[Dataset records]
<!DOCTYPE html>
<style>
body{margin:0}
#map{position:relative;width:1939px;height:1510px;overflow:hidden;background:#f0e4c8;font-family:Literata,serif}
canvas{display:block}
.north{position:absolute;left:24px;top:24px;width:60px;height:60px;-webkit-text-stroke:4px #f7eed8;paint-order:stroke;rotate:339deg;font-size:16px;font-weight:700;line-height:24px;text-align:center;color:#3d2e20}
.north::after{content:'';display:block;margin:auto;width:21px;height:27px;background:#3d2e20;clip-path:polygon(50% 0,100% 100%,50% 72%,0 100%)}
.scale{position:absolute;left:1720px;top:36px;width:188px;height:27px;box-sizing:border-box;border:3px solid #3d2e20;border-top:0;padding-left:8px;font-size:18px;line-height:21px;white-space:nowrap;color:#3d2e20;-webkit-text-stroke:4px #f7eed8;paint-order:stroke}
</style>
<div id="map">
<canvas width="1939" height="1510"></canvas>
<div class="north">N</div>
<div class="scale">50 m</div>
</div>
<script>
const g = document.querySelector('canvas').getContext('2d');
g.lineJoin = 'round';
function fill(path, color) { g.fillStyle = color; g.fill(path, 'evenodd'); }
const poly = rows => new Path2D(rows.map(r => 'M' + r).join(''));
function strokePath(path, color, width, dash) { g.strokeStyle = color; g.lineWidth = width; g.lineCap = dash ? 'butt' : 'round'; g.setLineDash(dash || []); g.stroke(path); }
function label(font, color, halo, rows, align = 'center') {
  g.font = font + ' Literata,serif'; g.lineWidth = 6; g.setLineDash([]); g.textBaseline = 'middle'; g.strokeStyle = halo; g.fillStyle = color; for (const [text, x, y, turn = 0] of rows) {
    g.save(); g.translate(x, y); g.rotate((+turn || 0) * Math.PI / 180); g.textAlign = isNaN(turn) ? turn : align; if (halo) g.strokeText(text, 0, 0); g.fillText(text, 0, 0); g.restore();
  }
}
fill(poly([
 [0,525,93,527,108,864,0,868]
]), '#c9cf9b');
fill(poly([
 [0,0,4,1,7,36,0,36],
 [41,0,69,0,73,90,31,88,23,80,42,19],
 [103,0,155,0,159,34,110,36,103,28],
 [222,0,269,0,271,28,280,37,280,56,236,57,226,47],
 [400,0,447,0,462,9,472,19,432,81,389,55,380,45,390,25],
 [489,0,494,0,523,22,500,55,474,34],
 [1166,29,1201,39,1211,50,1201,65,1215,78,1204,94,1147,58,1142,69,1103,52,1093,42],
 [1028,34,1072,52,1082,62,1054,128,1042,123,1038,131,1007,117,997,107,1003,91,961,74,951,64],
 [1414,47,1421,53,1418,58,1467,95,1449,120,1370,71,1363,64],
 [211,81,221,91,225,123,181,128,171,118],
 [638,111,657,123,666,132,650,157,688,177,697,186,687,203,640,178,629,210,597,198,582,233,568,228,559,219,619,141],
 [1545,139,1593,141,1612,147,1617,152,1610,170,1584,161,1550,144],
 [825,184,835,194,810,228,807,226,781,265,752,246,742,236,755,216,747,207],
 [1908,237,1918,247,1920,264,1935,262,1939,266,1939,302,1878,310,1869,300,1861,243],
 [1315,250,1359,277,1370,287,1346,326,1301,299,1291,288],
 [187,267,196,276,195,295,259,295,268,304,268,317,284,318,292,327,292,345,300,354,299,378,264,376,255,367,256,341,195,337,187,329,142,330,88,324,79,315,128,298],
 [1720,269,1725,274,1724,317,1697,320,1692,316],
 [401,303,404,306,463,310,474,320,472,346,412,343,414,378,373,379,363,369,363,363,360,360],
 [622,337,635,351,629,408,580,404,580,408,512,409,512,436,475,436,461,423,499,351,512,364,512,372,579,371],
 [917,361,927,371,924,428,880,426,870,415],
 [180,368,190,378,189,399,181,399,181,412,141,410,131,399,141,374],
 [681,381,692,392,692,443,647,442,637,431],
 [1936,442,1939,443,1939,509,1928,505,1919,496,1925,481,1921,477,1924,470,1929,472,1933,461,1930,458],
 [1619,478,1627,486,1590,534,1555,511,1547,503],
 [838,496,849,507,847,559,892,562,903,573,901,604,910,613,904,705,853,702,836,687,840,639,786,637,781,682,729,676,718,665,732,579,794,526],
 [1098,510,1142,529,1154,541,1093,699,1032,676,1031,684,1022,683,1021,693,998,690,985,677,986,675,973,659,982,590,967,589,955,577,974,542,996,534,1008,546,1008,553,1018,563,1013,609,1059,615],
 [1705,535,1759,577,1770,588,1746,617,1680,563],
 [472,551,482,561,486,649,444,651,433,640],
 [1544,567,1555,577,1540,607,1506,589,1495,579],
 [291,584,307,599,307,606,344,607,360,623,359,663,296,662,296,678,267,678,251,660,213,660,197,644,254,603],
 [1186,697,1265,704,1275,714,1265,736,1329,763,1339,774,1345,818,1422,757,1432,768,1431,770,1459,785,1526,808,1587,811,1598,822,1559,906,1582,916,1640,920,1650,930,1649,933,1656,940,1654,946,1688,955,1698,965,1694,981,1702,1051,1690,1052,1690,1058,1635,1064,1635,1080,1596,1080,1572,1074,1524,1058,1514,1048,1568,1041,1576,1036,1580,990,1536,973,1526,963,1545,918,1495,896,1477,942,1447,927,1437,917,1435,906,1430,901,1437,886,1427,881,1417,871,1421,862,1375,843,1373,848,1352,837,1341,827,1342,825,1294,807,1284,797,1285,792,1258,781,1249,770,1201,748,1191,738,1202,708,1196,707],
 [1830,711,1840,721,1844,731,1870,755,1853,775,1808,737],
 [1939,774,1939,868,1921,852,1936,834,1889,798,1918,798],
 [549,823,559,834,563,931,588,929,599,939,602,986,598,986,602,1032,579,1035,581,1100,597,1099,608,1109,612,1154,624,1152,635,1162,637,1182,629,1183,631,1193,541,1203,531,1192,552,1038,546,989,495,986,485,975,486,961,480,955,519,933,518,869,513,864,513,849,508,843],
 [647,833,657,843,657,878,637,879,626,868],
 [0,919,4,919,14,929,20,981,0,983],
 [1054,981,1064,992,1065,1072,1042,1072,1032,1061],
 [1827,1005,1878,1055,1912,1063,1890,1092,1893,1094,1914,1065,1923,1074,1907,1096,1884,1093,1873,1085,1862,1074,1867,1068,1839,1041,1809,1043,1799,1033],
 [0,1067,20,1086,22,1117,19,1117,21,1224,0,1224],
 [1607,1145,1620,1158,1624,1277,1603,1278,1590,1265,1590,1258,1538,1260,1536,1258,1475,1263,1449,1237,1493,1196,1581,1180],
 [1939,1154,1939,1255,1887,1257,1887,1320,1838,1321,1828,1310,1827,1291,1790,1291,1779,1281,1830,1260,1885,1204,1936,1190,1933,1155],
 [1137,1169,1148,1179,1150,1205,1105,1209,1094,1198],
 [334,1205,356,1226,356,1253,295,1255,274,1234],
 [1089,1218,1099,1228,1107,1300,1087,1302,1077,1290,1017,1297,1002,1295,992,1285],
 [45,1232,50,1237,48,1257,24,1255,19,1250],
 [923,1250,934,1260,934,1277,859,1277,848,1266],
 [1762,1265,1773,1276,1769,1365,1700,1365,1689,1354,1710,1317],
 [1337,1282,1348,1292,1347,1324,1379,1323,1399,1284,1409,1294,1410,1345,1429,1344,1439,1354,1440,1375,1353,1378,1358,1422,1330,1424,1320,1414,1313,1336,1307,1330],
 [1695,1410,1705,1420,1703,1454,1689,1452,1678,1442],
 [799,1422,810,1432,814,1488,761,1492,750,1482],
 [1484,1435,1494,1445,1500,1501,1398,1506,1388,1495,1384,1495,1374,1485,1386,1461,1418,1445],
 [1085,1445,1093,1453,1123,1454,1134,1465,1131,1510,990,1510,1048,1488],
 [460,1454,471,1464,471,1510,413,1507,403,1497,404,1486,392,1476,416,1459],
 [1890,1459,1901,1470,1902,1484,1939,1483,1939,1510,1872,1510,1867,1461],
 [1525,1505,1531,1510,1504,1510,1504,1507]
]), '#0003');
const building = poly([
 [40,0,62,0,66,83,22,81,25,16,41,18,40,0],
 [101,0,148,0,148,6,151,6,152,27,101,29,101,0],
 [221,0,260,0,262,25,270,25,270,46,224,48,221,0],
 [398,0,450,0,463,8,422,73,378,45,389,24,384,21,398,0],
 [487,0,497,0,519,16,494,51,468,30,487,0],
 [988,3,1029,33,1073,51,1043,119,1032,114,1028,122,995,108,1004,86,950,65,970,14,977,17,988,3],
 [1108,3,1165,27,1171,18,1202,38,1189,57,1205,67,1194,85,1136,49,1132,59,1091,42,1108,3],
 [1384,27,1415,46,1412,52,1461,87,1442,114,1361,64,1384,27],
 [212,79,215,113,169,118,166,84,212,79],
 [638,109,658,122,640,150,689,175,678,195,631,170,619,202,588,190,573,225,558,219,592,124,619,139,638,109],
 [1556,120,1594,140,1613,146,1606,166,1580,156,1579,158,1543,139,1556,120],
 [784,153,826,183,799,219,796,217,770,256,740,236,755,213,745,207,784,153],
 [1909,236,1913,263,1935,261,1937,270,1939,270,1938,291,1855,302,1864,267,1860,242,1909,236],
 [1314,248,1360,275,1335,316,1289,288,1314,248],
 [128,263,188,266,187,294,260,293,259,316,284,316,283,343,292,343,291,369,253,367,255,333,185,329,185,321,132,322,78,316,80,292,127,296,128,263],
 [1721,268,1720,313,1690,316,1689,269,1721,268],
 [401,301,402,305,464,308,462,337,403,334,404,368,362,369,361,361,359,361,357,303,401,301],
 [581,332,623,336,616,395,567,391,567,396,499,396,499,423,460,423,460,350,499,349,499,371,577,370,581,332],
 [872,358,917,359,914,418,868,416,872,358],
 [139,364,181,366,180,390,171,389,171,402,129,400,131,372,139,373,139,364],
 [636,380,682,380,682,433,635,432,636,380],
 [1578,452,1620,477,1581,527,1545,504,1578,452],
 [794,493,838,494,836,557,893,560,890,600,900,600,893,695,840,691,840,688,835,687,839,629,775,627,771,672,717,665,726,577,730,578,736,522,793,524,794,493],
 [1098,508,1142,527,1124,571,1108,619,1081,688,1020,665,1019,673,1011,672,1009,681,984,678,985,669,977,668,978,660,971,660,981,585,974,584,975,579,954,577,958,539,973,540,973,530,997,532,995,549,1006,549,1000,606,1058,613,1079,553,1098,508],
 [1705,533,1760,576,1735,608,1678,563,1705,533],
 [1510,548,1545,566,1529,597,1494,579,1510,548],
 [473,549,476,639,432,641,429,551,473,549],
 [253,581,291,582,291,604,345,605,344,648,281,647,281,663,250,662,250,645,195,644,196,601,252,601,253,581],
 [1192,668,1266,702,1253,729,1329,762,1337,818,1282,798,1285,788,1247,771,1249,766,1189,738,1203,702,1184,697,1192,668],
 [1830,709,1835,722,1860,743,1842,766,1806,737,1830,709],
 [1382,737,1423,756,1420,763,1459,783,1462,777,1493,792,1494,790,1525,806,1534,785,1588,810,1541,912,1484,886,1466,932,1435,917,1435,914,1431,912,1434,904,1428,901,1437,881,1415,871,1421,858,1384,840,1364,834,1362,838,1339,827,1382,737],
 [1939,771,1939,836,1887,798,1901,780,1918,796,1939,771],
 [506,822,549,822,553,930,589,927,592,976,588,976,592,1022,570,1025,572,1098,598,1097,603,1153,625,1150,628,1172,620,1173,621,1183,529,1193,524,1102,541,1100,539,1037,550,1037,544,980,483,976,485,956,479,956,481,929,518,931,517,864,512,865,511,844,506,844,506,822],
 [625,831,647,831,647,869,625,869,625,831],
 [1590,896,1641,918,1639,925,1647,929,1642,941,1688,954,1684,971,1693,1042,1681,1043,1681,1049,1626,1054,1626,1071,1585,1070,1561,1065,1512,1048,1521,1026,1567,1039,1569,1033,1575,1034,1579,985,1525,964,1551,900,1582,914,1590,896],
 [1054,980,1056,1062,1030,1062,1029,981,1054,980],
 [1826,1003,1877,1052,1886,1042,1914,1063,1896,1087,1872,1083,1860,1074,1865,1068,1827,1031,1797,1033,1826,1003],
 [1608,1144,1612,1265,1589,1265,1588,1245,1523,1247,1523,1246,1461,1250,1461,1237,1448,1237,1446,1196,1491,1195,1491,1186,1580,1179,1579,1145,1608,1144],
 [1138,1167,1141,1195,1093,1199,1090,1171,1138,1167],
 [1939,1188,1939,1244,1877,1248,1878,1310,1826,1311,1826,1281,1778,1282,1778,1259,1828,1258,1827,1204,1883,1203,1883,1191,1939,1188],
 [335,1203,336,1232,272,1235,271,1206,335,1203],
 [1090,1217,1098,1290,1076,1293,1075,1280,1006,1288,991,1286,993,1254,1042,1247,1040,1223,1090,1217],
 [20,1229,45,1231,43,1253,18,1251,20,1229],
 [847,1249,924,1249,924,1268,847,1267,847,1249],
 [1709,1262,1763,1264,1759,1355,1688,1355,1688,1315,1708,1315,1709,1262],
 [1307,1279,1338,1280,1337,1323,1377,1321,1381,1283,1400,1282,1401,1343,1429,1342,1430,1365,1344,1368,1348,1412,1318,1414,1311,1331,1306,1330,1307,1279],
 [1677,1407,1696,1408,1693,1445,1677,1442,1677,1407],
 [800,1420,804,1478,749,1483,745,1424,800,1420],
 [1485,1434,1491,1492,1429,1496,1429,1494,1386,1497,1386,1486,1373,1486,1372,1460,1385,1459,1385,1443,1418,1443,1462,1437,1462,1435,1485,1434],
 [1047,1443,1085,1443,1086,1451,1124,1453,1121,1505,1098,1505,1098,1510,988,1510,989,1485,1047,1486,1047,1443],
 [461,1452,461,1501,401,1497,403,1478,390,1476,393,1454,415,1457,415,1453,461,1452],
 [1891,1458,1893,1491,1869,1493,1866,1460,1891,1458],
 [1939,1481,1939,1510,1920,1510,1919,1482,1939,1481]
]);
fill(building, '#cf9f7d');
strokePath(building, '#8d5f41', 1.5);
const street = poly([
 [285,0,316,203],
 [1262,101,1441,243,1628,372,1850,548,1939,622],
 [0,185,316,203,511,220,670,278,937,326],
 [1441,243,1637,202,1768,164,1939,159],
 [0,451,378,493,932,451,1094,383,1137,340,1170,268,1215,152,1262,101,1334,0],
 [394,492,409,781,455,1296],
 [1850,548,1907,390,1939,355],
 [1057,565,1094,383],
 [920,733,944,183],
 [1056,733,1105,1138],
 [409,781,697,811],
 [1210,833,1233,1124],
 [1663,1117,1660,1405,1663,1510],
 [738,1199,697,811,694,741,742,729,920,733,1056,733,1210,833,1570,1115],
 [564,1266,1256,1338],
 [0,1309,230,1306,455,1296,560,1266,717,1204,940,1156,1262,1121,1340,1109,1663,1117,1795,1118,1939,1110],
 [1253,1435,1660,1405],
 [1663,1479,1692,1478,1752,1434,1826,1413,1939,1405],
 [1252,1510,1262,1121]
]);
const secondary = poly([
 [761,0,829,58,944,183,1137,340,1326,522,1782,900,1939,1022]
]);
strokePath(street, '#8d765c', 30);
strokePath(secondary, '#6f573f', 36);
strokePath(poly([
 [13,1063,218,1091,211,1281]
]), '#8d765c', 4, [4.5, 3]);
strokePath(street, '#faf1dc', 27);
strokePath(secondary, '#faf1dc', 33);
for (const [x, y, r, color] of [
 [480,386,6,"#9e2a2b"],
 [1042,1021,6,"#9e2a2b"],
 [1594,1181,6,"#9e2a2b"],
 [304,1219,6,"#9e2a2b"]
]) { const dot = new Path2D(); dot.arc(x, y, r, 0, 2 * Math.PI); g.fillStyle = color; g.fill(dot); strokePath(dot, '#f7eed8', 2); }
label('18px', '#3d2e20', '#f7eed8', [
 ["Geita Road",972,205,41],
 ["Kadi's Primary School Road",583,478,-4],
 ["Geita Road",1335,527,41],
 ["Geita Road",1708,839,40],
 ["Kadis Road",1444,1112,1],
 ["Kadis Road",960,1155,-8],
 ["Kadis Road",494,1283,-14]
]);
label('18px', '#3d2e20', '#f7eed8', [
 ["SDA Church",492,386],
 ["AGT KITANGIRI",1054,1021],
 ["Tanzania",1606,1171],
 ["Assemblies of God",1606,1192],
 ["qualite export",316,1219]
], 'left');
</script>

**WORK INSTRUCTION**. Beginning with the first line of the entries, repeat each line exactly until you have reproduced the one containing "function strokePath(path, color, width, dash)", and add nothing further.

**EXERCISE SOLUTION**.
<!DOCTYPE html>
<style>
body{margin:0}
#map{position:relative;width:1939px;height:1510px;overflow:hidden;background:#f0e4c8;font-family:Literata,serif}
canvas{display:block}
.north{position:absolute;left:24px;top:24px;width:60px;height:60px;-webkit-text-stroke:4px #f7eed8;paint-order:stroke;rotate:339deg;font-size:16px;font-weight:700;line-height:24px;text-align:center;color:#3d2e20}
.north::after{content:'';display:block;margin:auto;width:21px;height:27px;background:#3d2e20;clip-path:polygon(50% 0,100% 100%,50% 72%,0 100%)}
.scale{position:absolute;left:1720px;top:36px;width:188px;height:27px;box-sizing:border-box;border:3px solid #3d2e20;border-top:0;padding-left:8px;font-size:18px;line-height:21px;white-space:nowrap;color:#3d2e20;-webkit-text-stroke:4px #f7eed8;paint-order:stroke}
</style>
<div id="map">
<canvas width="1939" height="1510"></canvas>
<div class="north">N</div>
<div class="scale">50 m</div>
</div>
<script>
const g = document.querySelector('canvas').getContext('2d');
g.lineJoin = 'round';
function fill(path, color) { g.fillStyle = color; g.fill(path, 'evenodd'); }
const poly = rows => new Path2D(rows.map(r => 'M' + r).join(''));
function strokePath(path, color, width, dash) { g.strokeStyle = color; g.lineWidth = width; g.lineCap = dash ? 'butt' : 'round'; g.setLineDash(dash || []); g.stroke(path); }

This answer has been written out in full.